If there’s one thing you don’t want to do in the process of indoctrinating someone to a belief system, it’s telling that someone to study science. Science and religion are both processes by which some form of truth is sought. Religion tends to teach trust. Science teaches us to look at evidence.
This is why, so often, the two are painted as opposites. As enemies.
And that is why I am no longer in the faith I was raised in. I was taught the faith, but I was also sent to school to learn and excel. I was encouraged to take advanced classes, to be a good student. So I did. And I learned. I learned to look at the world around me. To look for evidence. To not ignore certain pieces of evidence.
So what I learned to question most about my home faith was its method of verifying truth. If the truth I was taught didn’t match with the evidence in reality, how were we so sure it was the truth?
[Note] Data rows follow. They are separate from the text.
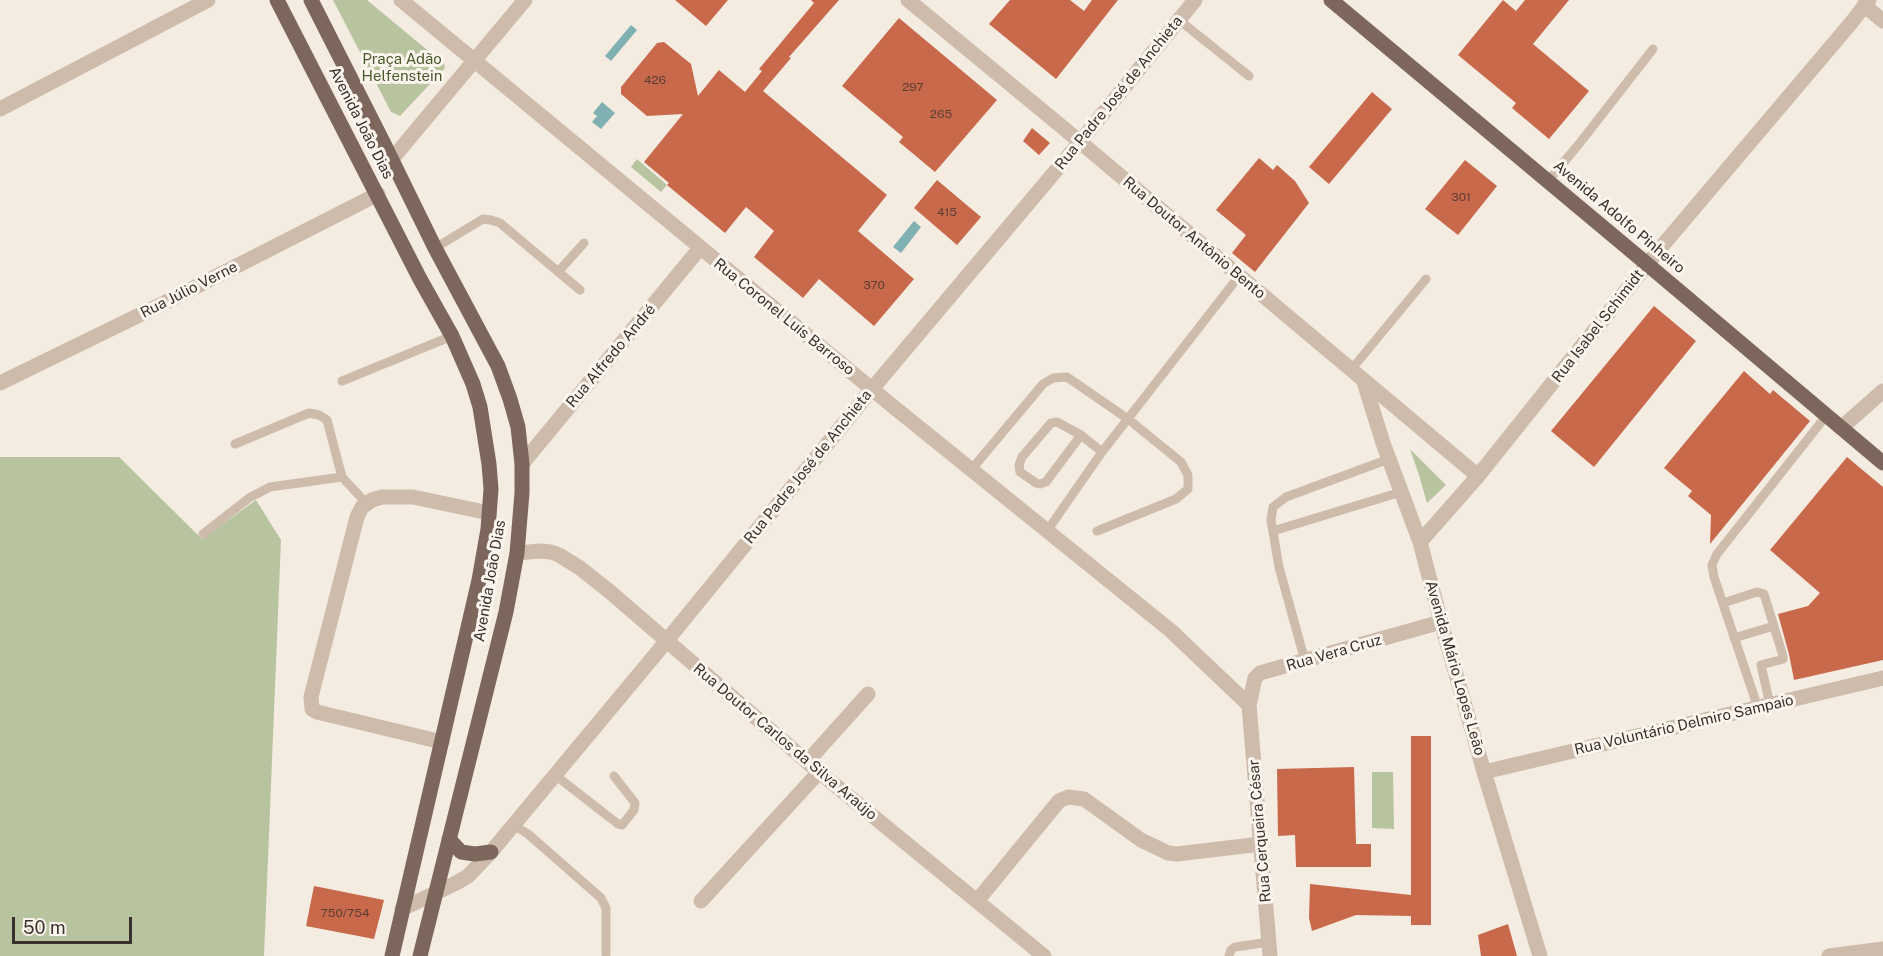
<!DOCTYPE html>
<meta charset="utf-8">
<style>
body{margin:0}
#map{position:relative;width:1883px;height:956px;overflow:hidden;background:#f4ebe1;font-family:"Public Sans",sans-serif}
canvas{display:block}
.scale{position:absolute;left:12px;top:917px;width:120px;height:27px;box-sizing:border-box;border:3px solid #3b302b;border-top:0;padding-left:8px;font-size:18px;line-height:21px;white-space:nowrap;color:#3b302b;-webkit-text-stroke:4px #fbf5ee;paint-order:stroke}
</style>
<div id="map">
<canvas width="1883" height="956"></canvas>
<div class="scale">50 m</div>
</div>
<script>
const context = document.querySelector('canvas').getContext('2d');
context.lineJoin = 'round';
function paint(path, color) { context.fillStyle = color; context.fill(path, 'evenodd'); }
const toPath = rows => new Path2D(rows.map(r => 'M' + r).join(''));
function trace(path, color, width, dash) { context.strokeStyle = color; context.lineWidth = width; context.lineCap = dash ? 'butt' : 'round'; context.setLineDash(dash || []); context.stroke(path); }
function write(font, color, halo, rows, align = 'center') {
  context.font = font + ' "Public Sans",sans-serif'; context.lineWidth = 6; context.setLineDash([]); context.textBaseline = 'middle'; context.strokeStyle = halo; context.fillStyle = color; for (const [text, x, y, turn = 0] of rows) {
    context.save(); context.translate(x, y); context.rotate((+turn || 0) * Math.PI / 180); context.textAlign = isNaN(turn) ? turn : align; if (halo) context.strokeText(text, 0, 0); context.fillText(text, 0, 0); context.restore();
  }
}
paint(toPath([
 [333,0,367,0,444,64,445,68,400,116,391,112],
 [637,159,667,185,661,192,631,167],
 [1410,449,1446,485,1427,503,1419,475],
 [0,457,119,457,202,539,256,500,281,540,264,956,0,956],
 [1372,772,1393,772,1394,829,1372,828]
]), '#b8c4a0');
paint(toPath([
 [631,25,637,30,611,61,605,56],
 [602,102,615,113,601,129,592,122,597,116,593,113],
 [914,221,921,227,901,253,893,247]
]), '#7fb0b2');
paint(toPath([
 [675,0,728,0,706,26],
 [811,0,839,0,789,57,791,58,763,91,887,195,858,231,914,279,874,326,819,279,803,298,754,257,774,231,746,207,725,233,667,185,669,183,644,162,683,114,647,116,621,94,621,87,657,43,664,42,691,64,698,96,719,70,745,92,762,71,759,69,814,3],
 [1010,0,1070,0,1084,11,1092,0,1118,0,1056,79,989,24],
 [1503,0,1516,11,1525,0,1569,0,1533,44,1589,91,1549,139,1512,108,1516,103,1458,55],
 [899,18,997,100,935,172,899,142,903,137,842,86],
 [1372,92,1392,109,1329,184,1309,167],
 [1032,128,1050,143,1039,155,1023,141],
 [1259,158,1273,170,1277,165,1295,181,1309,203,1255,272,1232,253,1246,235,1216,210],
 [1465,160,1497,186,1458,235,1425,209],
 [937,180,981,217,957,245,914,208],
 [1654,306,1696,341,1594,467,1551,431],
 [1744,371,1770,394,1773,390,1810,421,1710,544,1711,515,1688,496,1692,491,1664,468],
 [1847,457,1883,487,1883,660,1794,680,1789,654,1778,614,1808,606,1820,593,1770,550],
 [1411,736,1431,736,1431,925,1411,925,1411,916,1356,915,1312,931,1309,918,1310,884,1411,895],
 [1354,767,1356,844,1371,844,1371,867,1296,867,1295,835,1278,836,1277,769],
 [314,886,384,900,374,939,306,926],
 [1508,924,1517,956,1481,956,1478,935]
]), '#c8694b');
trace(toPath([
 [1179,20,1249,76],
 [1548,181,1579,144,1653,49],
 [435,248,483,219,491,220,500,223,580,290],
 [558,272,584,243],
 [1351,370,1426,279],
 [342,381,452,336],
 [1081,435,1046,482,1040,484,1036,483,1020,472,1019,465,1022,457,1051,423,1057,422,1081,435,1102,452],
 [235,444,309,413,319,415,327,420,342,477,367,504],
 [971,470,1043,384,1053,378,1067,377,1128,419,1181,462,1188,475,1188,489,1176,499,1097,531],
 [1047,531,1102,452,1239,276],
 [1273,531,1401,492],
 [203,534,249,498,270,487,342,477],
 [1723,603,1757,592,1764,594,1783,656,1783,659,1761,665,1770,705],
 [1734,638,1774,626],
 [1305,661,1279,567,1271,520,1273,507,1286,497,1389,459],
 [1758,708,1714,577,1712,565,1717,554,1826,416],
 [555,775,618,824,622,825,634,810,635,803,614,776],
 [513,825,528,834,601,898,606,908,606,954],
 [1229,956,1231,950,1235,947,1269,942]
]), '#cdbbac', 9);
trace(toPath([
 [1829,956,1883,949]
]), '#cdbbac', 15);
trace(toPath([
 [401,0,890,404,1170,630,1249,705],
 [1864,5,1883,21],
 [0,109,208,0],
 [392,159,525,0],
 [0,383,160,305,378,194],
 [1841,428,1883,391],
 [522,464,700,248],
 [517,553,540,551,551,552,559,555,580,568,609,591,819,772,1044,956],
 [442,742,317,712,312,709,311,697,357,517,362,507,372,500,382,497,413,497,489,513],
 [807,762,868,694],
 [1484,772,1883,678],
 [701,901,819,772],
 [977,901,1059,801,1068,797,1084,799,1141,840,1168,853,1177,854,1261,844],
 [1270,956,1249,705,1255,678,1260,673,1267,671,1441,622]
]), '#cdbbac', 15);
trace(toPath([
 [908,0,1061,126,1478,476],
 [1364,382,1383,443,1420,542,1441,622,1484,772,1540,956],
 [1420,542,1478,476,1657,252,1851,23,1869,0],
 [402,909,458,882,468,876,491,852,655,655,872,389,1080,142,1195,0]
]), '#cdbbac', 15);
trace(toPath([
 [277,0,420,279,452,336,473,384,480,407,489,464,491,489,488,529,479,580,392,956],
 [311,0,383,142,435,248,498,366,510,399,518,427,522,464,522,493,517,553,506,612,420,956],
 [1331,0,1647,264,1883,463],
 [449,839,461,852,475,854,491,852]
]), '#7d675c', 15);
write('12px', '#5e3e33', null, [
 ["426",655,80],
 ["297",913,87],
 ["265",941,114],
 ["301",1461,197],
 ["415",947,212],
 ["370",874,285],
 ["750/754",345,913]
]);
write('15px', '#4a5a2e', '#fbf5ee', [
 ["Praça Adão",402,59],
 ["Helfenstein",402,76]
]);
write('15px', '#3b302b', '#fbf5ee', [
 ["Rua Padre José de Anchieta",1119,93,-51],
 ["Avenida João Dias",361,123,63],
 ["Avenida Adolfo Pinheiro",1619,217,40],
 ["Rua Doutor Antônio Bento",1194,238,40],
 ["Rua Júlio Verne",189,290,-27],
 ["Rua Coronel Luís Barroso",784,317,39],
 ["Rua Isabel Schimidt",1598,326,-52],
 ["Rua Alfredo André",611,356,-50],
 ["Rua Padre José de Anchieta",808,467,-51],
 ["Avenida João Dias",490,581,-80],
 ["Rua Vera Cruz",1334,653,-16],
 ["Avenida Mário Lopes Leão",1455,668,74],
 ["Rua Voluntário Delmiro Sampaio",1684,725,-13],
 ["Rua Doutor Carlos da Silva Araújo",785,742,40],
 ["Rua Cerqueira César",1260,831,-95]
]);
</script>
Now, I will absolutely admit to trying to reconcile the two. I didn’t know what it was called at the time, but for a while I followed the lead of those around me and got pretty good at apologetics. It could get complicated, but there are all sorts of explanations one can come up with to bridge the gap between fact and faith.
But over time, those structures inevitably begin to crack.
If it takes that much effort to map reality to faith, faith to reality, then is your truth really true? If you have to exclude evidence to validate your beliefs, isn’t your truth a lie?
Useful spirituality needs to apply to reality as it is, not as we imagine it to be.
Does your belief system describe reality or fiction?